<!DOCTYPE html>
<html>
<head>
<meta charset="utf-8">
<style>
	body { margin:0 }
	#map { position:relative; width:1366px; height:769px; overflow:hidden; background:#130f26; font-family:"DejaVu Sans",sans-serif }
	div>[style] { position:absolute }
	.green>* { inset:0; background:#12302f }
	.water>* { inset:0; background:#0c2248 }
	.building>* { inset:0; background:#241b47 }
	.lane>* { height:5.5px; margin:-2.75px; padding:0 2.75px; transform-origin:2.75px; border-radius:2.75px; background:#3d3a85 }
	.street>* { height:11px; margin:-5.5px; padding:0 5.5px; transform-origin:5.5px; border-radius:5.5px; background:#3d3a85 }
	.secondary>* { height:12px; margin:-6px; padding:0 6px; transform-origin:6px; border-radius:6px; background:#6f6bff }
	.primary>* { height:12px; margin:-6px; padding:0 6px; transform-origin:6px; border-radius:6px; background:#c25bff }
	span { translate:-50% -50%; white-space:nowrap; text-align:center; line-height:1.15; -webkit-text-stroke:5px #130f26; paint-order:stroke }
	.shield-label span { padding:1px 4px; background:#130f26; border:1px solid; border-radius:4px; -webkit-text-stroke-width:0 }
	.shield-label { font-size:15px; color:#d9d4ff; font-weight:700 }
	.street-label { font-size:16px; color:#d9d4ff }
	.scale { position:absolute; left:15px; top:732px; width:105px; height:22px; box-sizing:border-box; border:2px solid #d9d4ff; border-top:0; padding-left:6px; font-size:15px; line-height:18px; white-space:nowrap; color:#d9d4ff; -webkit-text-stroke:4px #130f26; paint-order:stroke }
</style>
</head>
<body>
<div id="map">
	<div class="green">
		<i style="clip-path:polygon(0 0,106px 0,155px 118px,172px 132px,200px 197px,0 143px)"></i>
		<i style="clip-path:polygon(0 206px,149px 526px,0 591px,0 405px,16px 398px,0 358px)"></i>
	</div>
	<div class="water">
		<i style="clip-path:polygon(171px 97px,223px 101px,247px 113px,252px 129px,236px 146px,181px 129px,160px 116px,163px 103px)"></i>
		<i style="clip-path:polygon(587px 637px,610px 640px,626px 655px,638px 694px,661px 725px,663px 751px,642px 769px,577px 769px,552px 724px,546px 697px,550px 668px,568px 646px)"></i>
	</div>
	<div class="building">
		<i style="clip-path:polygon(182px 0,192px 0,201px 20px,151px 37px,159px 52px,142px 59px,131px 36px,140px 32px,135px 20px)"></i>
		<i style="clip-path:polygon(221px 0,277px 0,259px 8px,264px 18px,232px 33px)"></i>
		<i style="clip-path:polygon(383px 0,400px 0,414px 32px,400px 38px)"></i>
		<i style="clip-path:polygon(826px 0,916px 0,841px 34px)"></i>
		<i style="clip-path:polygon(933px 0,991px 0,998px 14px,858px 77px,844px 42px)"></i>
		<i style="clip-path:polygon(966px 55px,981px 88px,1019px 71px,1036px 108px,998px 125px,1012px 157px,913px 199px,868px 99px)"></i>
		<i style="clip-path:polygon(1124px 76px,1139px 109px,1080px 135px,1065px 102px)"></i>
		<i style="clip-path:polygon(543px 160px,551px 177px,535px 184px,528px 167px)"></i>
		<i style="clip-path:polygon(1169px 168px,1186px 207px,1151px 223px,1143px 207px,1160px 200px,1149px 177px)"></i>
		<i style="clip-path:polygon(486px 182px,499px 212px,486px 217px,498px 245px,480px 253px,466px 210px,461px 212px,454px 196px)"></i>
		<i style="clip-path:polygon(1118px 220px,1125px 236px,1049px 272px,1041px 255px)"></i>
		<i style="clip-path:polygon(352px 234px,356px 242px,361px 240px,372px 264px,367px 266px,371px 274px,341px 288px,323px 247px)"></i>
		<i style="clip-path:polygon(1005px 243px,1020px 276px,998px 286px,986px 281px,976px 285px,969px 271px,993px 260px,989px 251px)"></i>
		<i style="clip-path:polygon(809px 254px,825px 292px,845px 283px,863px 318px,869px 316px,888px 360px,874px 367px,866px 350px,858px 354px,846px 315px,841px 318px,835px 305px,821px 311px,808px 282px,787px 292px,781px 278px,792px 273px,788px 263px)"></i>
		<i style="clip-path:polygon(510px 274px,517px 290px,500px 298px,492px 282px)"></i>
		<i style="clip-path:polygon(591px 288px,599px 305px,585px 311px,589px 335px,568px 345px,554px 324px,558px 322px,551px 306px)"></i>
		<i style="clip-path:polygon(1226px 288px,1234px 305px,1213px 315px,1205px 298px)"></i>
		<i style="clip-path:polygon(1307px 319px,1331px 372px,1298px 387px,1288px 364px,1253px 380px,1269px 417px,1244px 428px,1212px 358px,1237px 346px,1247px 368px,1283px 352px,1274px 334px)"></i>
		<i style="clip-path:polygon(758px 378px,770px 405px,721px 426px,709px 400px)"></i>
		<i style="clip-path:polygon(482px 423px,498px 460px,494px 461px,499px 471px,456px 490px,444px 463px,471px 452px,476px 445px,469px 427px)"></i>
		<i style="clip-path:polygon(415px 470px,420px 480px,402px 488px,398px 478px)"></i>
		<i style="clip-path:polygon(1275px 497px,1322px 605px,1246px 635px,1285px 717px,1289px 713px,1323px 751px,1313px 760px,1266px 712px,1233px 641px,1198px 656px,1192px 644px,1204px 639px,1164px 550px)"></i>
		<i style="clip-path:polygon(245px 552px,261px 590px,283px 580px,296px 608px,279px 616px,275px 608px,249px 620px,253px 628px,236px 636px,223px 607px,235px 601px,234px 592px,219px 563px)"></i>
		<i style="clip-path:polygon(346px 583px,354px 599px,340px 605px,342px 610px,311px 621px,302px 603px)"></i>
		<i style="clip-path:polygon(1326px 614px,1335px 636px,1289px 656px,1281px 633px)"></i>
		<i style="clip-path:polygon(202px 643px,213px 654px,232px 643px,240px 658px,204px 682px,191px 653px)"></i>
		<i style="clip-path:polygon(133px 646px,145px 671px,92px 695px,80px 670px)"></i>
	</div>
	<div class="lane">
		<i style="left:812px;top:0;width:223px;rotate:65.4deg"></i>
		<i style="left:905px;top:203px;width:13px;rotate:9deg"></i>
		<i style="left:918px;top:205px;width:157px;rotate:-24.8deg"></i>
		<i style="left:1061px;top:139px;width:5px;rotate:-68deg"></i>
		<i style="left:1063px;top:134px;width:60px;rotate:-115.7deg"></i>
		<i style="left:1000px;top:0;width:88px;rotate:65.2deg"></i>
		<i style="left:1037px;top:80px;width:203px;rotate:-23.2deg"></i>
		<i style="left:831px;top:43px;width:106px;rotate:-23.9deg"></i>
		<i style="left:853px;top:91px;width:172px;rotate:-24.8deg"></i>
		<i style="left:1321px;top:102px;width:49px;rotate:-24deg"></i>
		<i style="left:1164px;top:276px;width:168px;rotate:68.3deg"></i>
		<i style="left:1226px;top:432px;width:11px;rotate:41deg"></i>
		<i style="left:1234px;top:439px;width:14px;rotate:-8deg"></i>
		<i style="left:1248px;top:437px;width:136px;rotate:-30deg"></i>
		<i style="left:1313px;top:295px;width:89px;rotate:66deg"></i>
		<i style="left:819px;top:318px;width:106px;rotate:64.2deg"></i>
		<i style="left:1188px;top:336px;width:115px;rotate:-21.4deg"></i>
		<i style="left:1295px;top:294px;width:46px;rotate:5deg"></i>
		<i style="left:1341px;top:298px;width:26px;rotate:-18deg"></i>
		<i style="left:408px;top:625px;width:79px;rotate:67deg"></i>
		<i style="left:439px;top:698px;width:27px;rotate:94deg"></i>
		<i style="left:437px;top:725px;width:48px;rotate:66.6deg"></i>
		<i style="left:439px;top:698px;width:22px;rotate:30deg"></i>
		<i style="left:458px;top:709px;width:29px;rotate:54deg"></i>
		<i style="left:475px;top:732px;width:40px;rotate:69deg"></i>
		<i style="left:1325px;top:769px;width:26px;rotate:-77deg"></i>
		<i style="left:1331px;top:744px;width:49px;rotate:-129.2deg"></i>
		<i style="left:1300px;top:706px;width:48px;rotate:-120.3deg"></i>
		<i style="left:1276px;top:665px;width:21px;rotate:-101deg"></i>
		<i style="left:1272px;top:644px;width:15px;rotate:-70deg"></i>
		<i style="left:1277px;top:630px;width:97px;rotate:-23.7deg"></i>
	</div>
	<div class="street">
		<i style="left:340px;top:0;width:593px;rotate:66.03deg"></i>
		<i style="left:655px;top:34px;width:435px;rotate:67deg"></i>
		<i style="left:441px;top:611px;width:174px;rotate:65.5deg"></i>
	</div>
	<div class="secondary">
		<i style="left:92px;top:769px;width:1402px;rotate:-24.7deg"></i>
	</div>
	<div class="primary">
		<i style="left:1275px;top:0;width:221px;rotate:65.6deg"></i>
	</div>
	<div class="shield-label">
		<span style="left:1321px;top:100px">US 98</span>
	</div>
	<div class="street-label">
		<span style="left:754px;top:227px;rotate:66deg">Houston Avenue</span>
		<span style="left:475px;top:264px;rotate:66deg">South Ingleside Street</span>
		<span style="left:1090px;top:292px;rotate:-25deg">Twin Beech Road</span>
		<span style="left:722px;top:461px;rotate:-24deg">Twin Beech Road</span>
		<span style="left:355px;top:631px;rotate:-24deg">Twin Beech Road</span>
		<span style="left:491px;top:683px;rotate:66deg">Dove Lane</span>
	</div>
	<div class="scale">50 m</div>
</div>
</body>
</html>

◆ ◆ ◆ ◆ ◆ ◆ ◆

Your assignment: Each line from the beginning of the listing up to the line where "height:5.5px; margin:-2.75px; padding:0" appears needs to be given again exactly; please add nothing else.

Answer section:
<!DOCTYPE html>
<html>
<head>
<meta charset="utf-8">
<style>
	body { margin:0 }
	#map { position:relative; width:1366px; height:769px; overflow:hidden; background:#130f26; font-family:"DejaVu Sans",sans-serif }
	div>[style] { position:absolute }
	.green>* { inset:0; background:#12302f }
	.water>* { inset:0; background:#0c2248 }
	.building>* { inset:0; background:#241b47 }
	.lane>* { height:5.5px; margin:-2.75px; padding:0 2.75px; transform-origin:2.75px; border-radius:2.75px; background:#3d3a85 }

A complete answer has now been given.